The second input transducer 202 generates a signal indicating the acquired environmental information. A signal to be generated by the second input transducer 202 may be any signal as long as the signal indicates the acquired environmental information and may be an electrical signal or an optical signal.
The output transducer 203 acts on the environment by executing a predetermined operation corresponding to the current value of the reinforcement learning data under control of the learning control unit 205 that is described later. The acting on the environment specifically means changing the environment. The output transducer 203 may be anything as long as it can execute the predetermined operation corresponding to the current value of the reinforcement learning data. The output transducer 203 may be a drive device, such as a motor, or an actuator for, e.g., an air conditioner or a printer. The output transducer 203 may be, for example, an output interface for a light-emitting device, such as a display or lighting, an odor generation device, a speaker, a force sense generation device, a vibration generation device, or the like.
The reward output unit 204 outputs a reward based on the environmental information acquired by the second input transducer 202 and the relationship information. The reward is a value (i.e., numerical emotional information) representing the magnitude of an emotion represented by emotional information associated, through the relationship information, with the environmental information acquired by the second input transducer 202.
The learning control unit 205 updates the reinforcement learning data stored in the second auxiliary storage device 201 based on the environmental information, the reward, and the current value of the reinforcement learning data.
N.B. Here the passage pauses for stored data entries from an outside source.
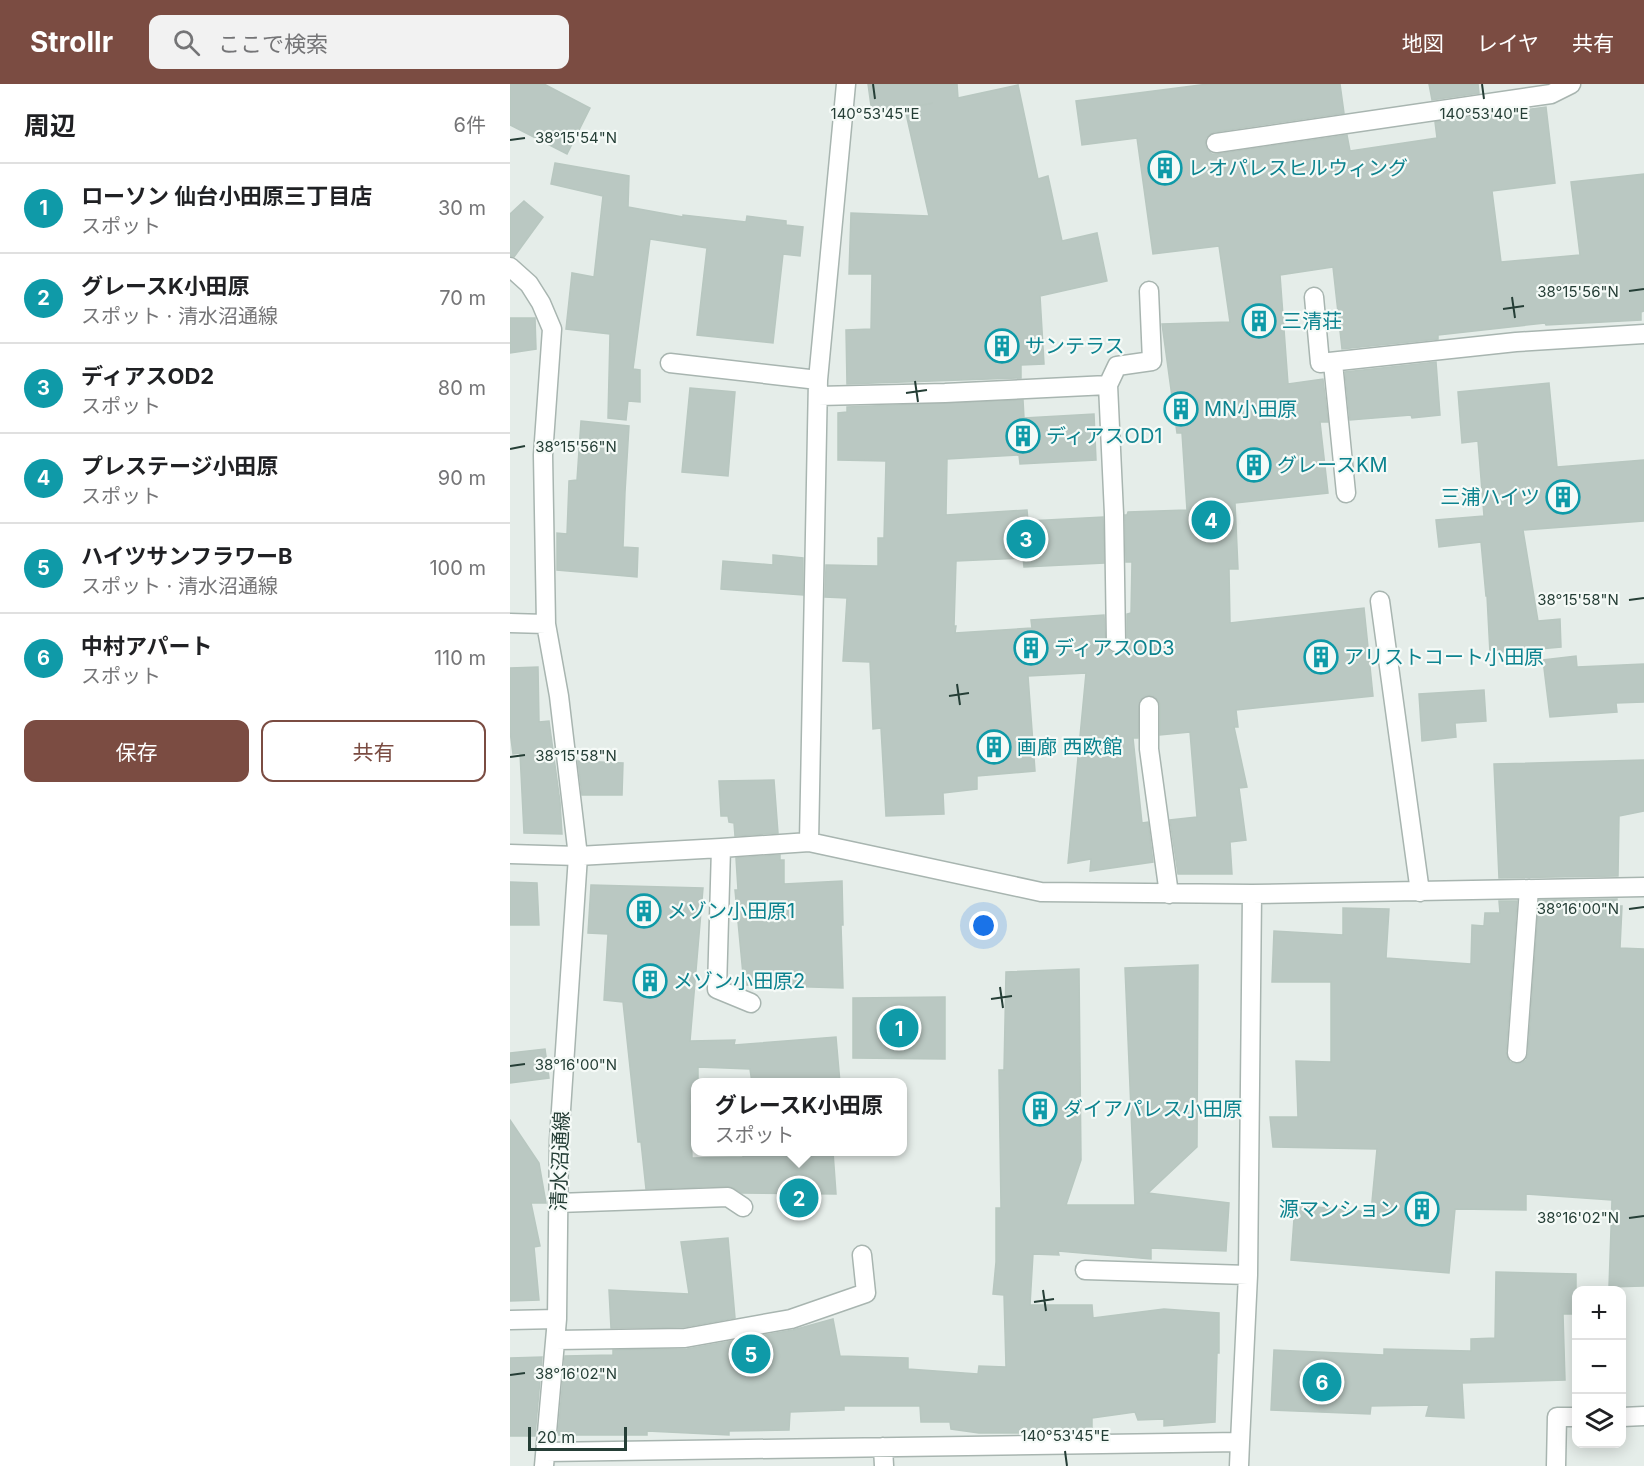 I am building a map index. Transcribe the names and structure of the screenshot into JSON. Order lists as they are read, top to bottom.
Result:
{
  "streets": {
    "street": ["清水沼通線"]
  },
  "places": {
    "building": [
      "レオパレスヒルウィング",
      "三清荘",
      "サンテラス",
      "MN小田原",
      "ディアスOD1",
      "グレースKM",
      "三浦ハイツ",
      "ディアスOD3",
      "アリストコート小田原",
      "画廊 西欧館",
      "メゾン小田原1",
      "メゾン小田原2",
      "ダイアパレス小田原",
      "源マンション"
    ]
  },
  "scale_bar": "20 m",
  "page": {
    "header": "Strollr",
    "search": "ここで検索",
    "nav": ["地図", "レイヤ", "共有"],
    "heading": ["周辺", "6件"],
    "list": [
      {
        "mark": "1",
        "name": "ローソン 仙台小田原三丁目店",
        "note": "スポット",
        "value": "30 m"
      },
      {
        "mark": "2",
        "name": "グレースK小田原",
        "note": "スポット · 清水沼通線",
        "value": "70 m"
      },
      {
        "mark": "3",
        "name": "ディアスOD2",
        "note": "スポット",
        "value": "80 m"
      },
      {
        "mark": "4",
        "name": "プレステージ小田原",
        "note": "スポット",
        "value": "90 m"
      },
      {
        "mark": "5",
        "name": "ハイツサンフラワーB",
        "note": "スポット · 清水沼通線",
        "value": "100 m"
      },
      {
        "mark": "6",
        "name": "中村アパート",
        "note": "スポット",
        "value": "110 m"
      }
    ],
    "pins": [
      "4",
      "3",
      "1",
      "2",
      "5",
      "6"
    ],
    "buttons": ["保存", "共有"],
    "popup": ["グレースK小田原", "スポット"],
    "map_buttons": ["+", "−"],
    "scale": "20 m"
  },
  "coordinates": [
    "140°53'45\"E",
    "140°53'40\"E",
    "38°15'54\"N",
    "38°15'56\"N",
    "38°15'58\"N",
    "38°16'00\"N",
    "38°16'02\"N"
  ]
} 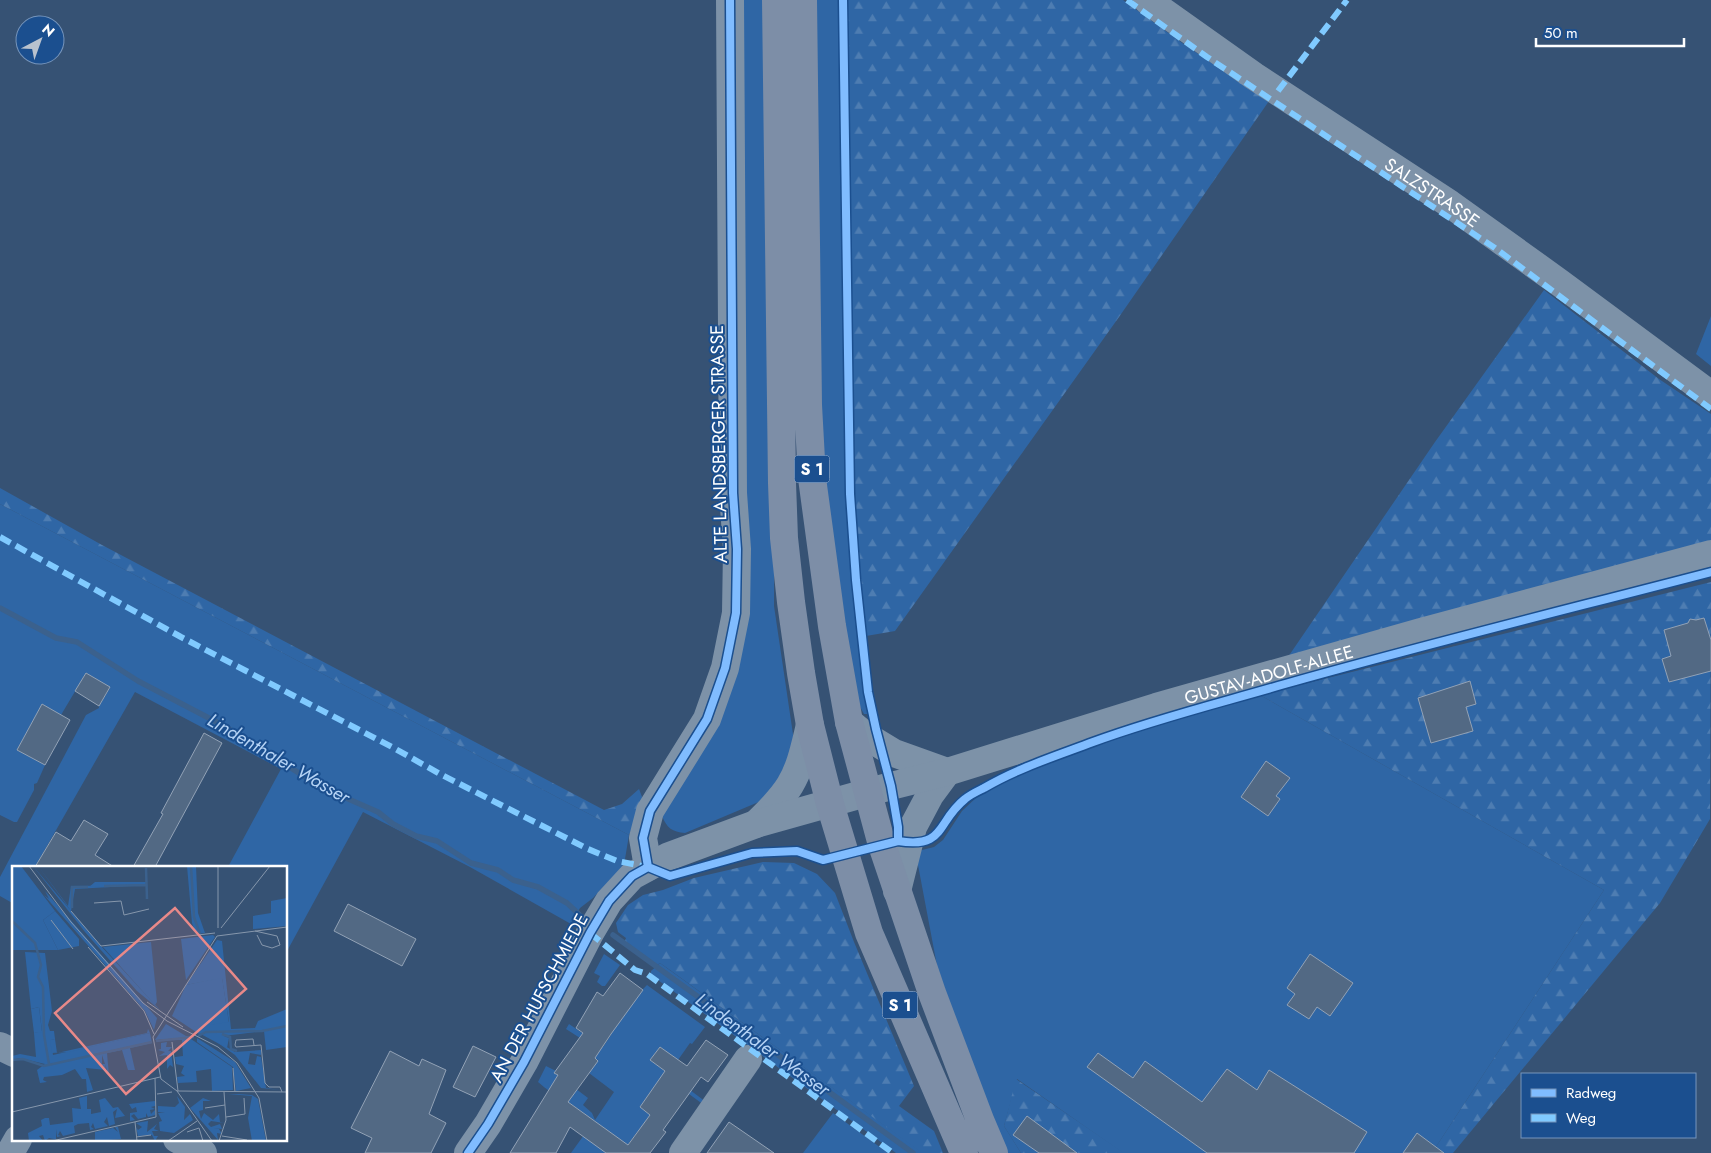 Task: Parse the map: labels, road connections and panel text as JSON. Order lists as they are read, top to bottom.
{
  "streets": {
    "main road": ["S 1"],
    "street": [
      "SALZSTRASSE",
      "ALTE LANDSBERGER STRASSE",
      "GUSTAV-ADOLF-ALLEE",
      "AN DER HUFSCHMIEDE"
    ]
  },
  "crossings": [
    ["ALTE LANDSBERGER STRASSE", "AN DER HUFSCHMIEDE"],
    ["S 1", "GUSTAV-ADOLF-ALLEE"],
    ["S 1", "AN DER HUFSCHMIEDE"],
    ["GUSTAV-ADOLF-ALLEE", "AN DER HUFSCHMIEDE"]
  ],
  "water": ["Lindenthaler Wasser"],
  "legend": ["Radweg", "Weg"],
  "scale_bar": "50 m",
  "north": "top right"
}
Specifically, the learning control unit 205 updates the reinforcement learning data such that an active operation corresponding to the reinforcement learning data after the updating does not result in reduction in reward.
The learning control unit 205 may update the reinforcement learning data by any method as long as the learning control unit 205 can update the reinforcement learning data based on the environmental information, the reward, and the current value of the reinforcement learning data such that an active operation corresponding to the reinforcement learning data after the updating does not result in reduction in reward. The learning control unit 205 may update the reinforcement learning data with, for example, a value determined by Q-learning using ε-greedy.
The updating of the reinforcement learning data by the learning control unit 205 means not lowering the accuracy of the control selection policy.
The learning control unit 205 controls operation of the output transducer 203 based on the control selection policy and the current value of the reinforcement learning data.
FIG. 2 is a flowchart showing the flow of a specific process by the first learning apparatus 10 according to the first embodiment.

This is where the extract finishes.